İkinci devre Mourinho’dan beklenen müdaheleler gelmeye başladı. Önce Benzema’nın yerine Mesut girdi ve Real Madrid klasik formatına döndü. Oyunun şekli biraz daha değişti ama Lass, Xabi ve Khedira’dan oluşan orta saha ile üretken olmak için yeterli değildi. Zaten ben Lass’a o kadar dakika nasıl dayandığını anlayamadım, belki 10’dan fazla saçma sapan top kaybı yapmıştır. Sarı kartı gördükten sonra üzerine 1-2 faul yapınca Mourinho da dayanamadı ve onun yerine Di Maria’yı alarak Carvalho haricinde ideal 11’e dönmüş oldu. Oyunun gidişatını asıl etkileyen değişiklik de bu oldu. Baskı iyice arttı, Auxerre tamamen kapandı. Golün öyle ya da böyle geleceği hissediliyordu.
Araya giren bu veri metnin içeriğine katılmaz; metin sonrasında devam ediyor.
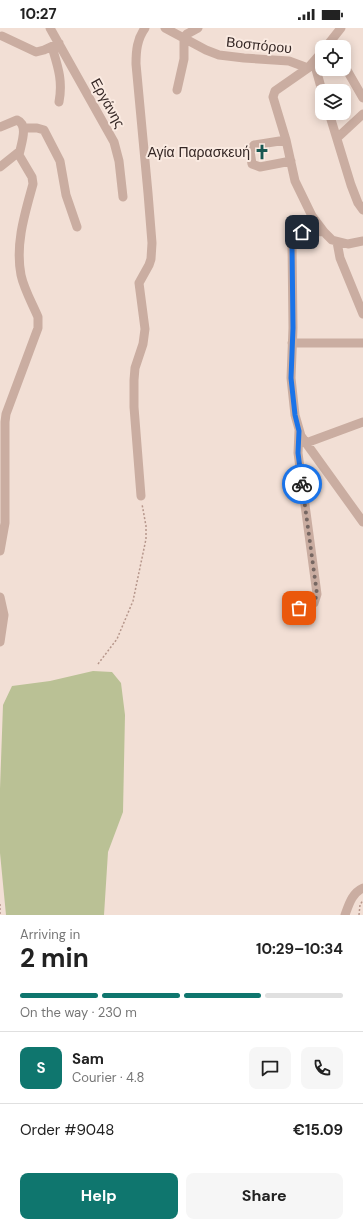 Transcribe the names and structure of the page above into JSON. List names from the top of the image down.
{
  "streets": {
    "street": ["Βοσπόρου", "Εργάνης"]
  },
  "places": {
    "church": ["Αγία Παρασκευή"]
  },
  "page": {
    "status": "10:27",
    "heading": ["2 min", "Arriving in", "10:29–10:34"],
    "panel": [
      "Sam",
      "Courier · 4.8",
      "Order #9048",
      "€15.09"
    ],
    "bar": "On the way · 230 m",
    "round": "S",
    "buttons": ["Help", "Share"]
  }
} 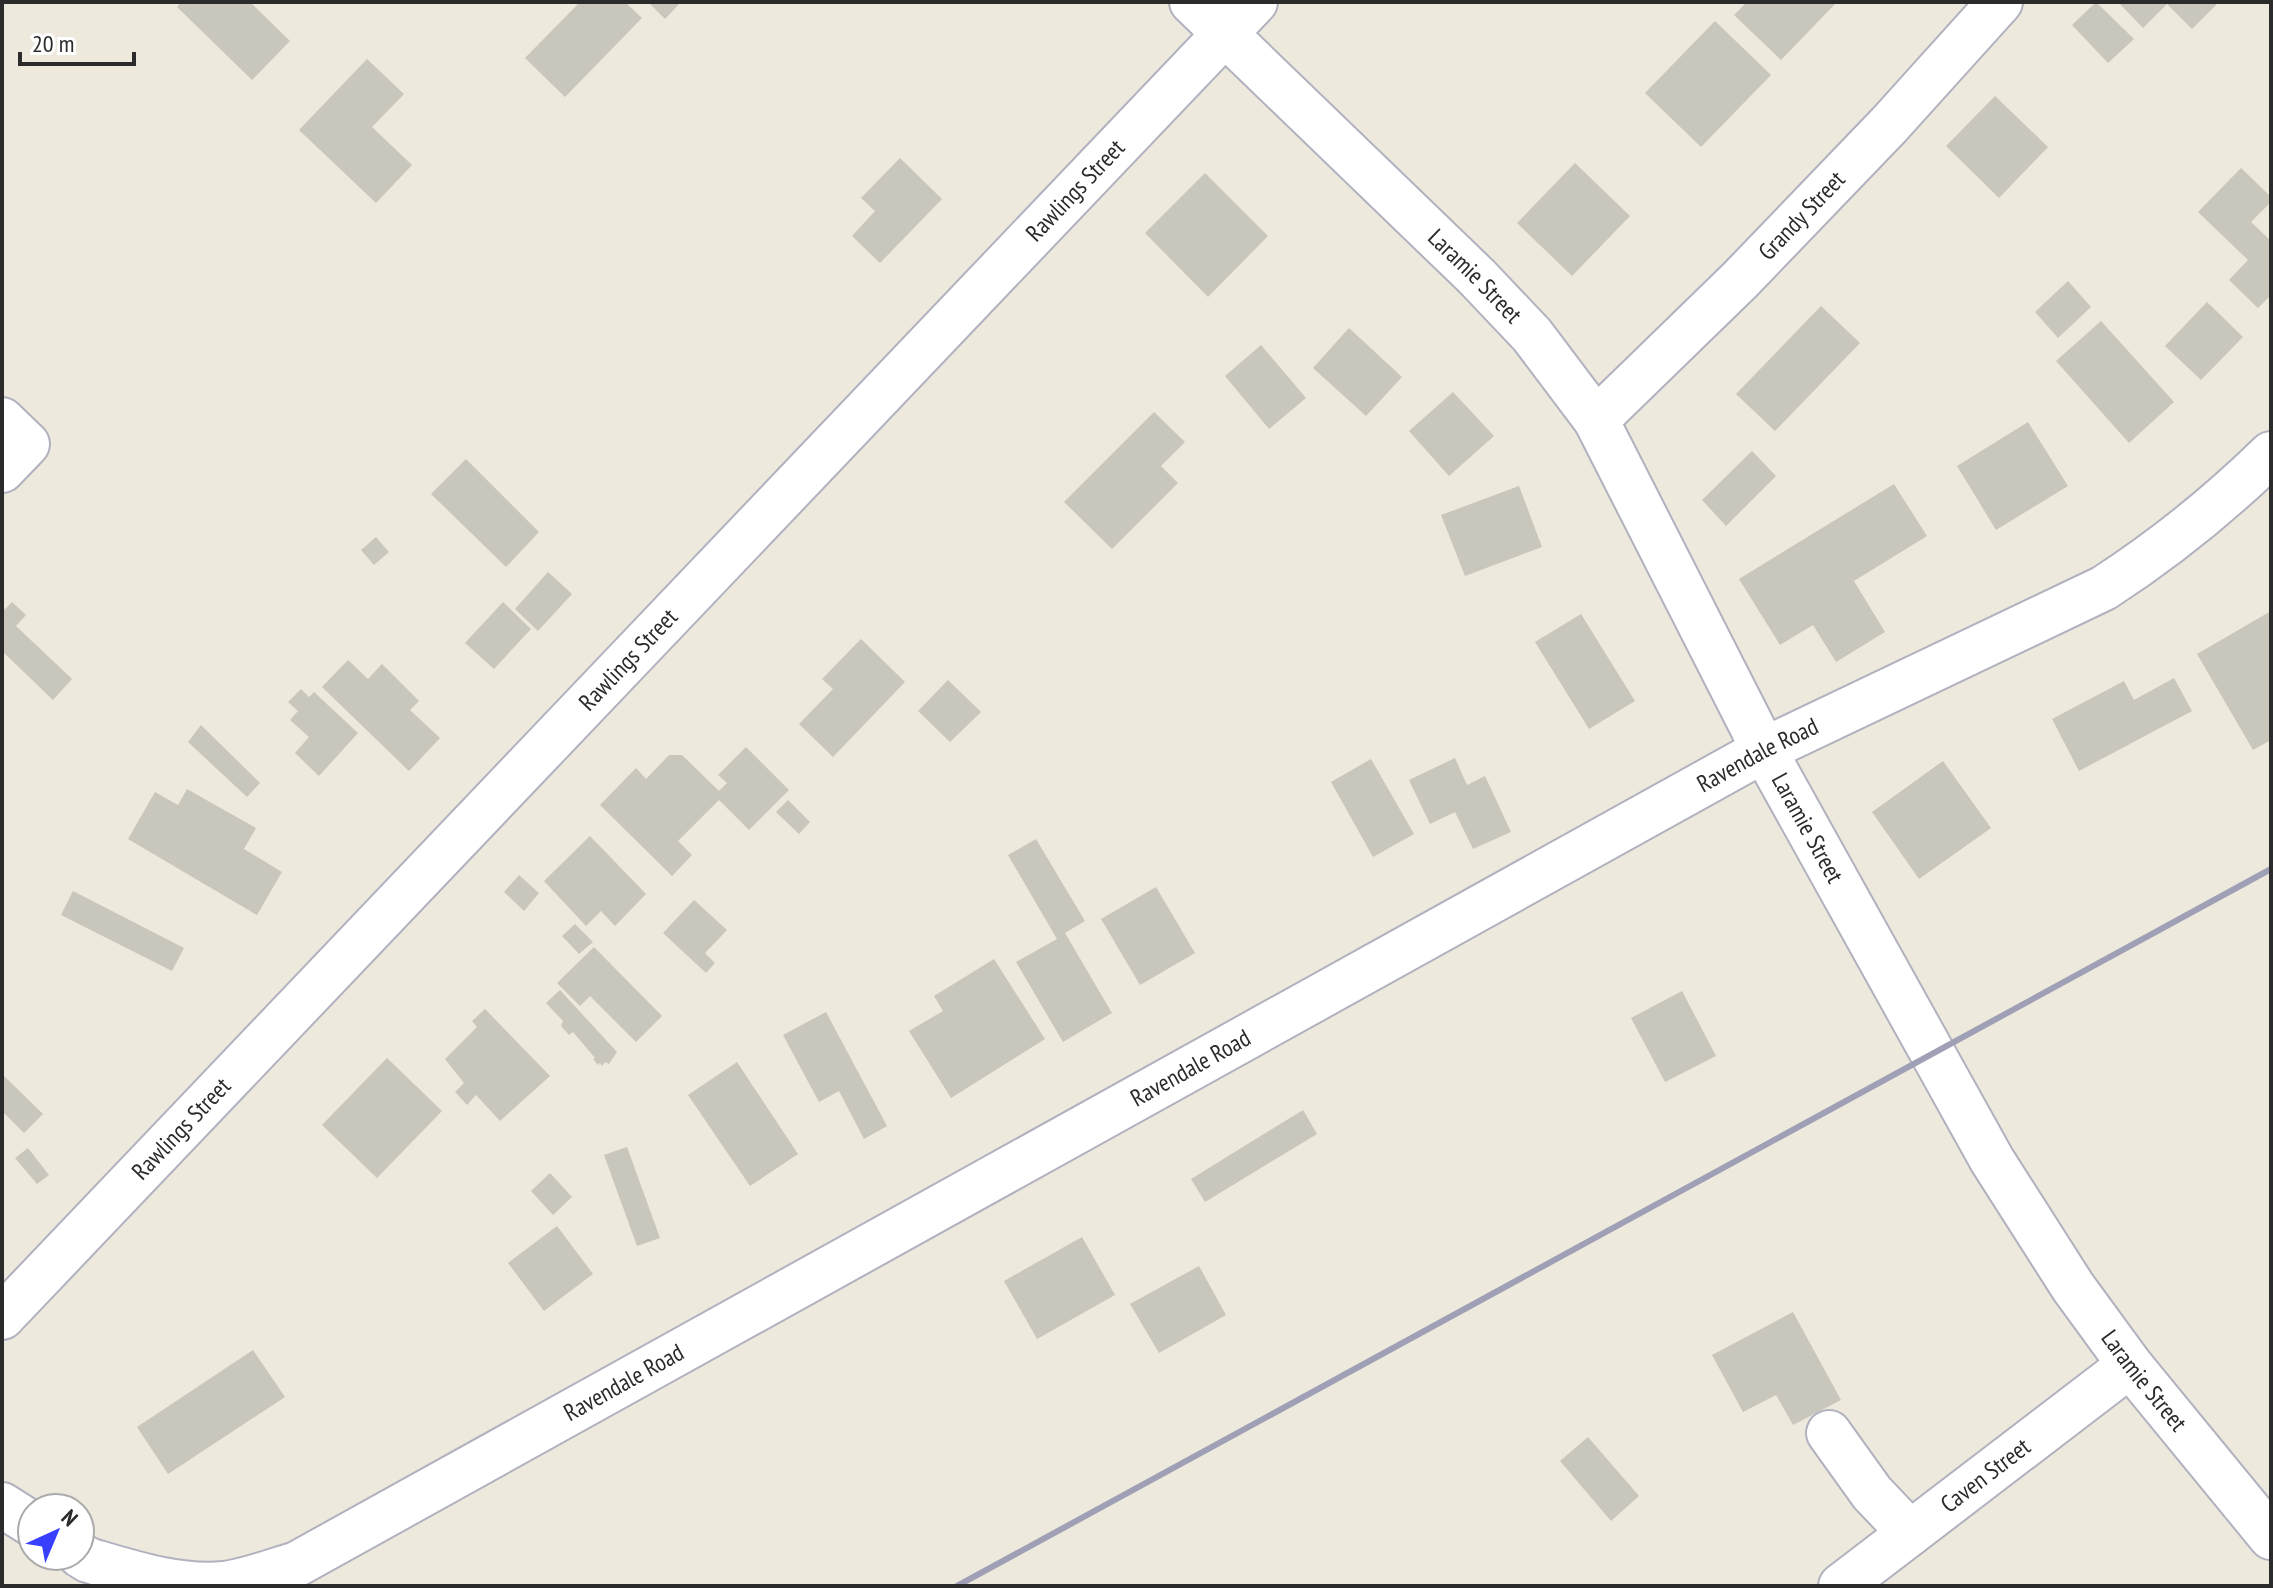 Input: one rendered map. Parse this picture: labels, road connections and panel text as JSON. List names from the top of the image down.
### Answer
{
  "streets": {
    "street": [
      "Rawlings Street",
      "Grandy Street",
      "Laramie Street",
      "Ravendale Road",
      "Caven Street"
    ]
  },
  "crossings": [
    ["Rawlings Street", "Laramie Street"],
    ["Grandy Street", "Laramie Street"],
    ["Laramie Street", "Ravendale Road"],
    ["Laramie Street", "Caven Street"]
  ],
  "scale_bar": "20 m",
  "north": "top right"
}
Gerçi ani bir Auxerre hücumunda Pepe neredeyse kendi kalesine çok şık bir kafa golü atıyordu ama top direkten döndü. Bu pozisyondan sanırım 3-5 dakika sonra da Mesut’un ceza sahasına gönderdiği topa Di Maria’nın yaptığı net vuruş Real Madrid’e galibiyeti getirdi. 86. Dakikada, oyunun bitmesine uzatmalarla beraber 10 dakika gibi bir süre varken Higuain yerine diğer Diarra oyuna girince, kuponum yatacak olmasına rağmen Real Madrid’in gol yemesini istedim ama Aykut’u cezalandıran futbol oyunu ne yazık ki Mourinho’yu cezalandırmadı.
.
Espanyol ve Levante maçları ile beraber Real Madrid’i Mourinho ile izlediğim üçüncü maç bu oldu ve yine beğenmedim. Takımın tüm saldırganlığı gitmiş gibime geldi. Dün özellikle Ronaldo tanınmayacak haldeydi, ayakta duramıyordu. Yaptığı olumlu bir şeyi hatırlamıyorum. Kaydı düştü, yanlış tercihler yaptı, hatalı paslar attı ve çok farklı dışarı giden şutları oldu. Suratından ruh halinin de pek iyi olmadığı anlaşılıyordu. Bu halleriyle Barcelona’yı Pellegrini kadar bile zorlayamayabilirler ama neticede bahsettiğimiz takım Real Madrid, başındaki adam da Jose Mourinho. Mutlaka çok şey değişecektir.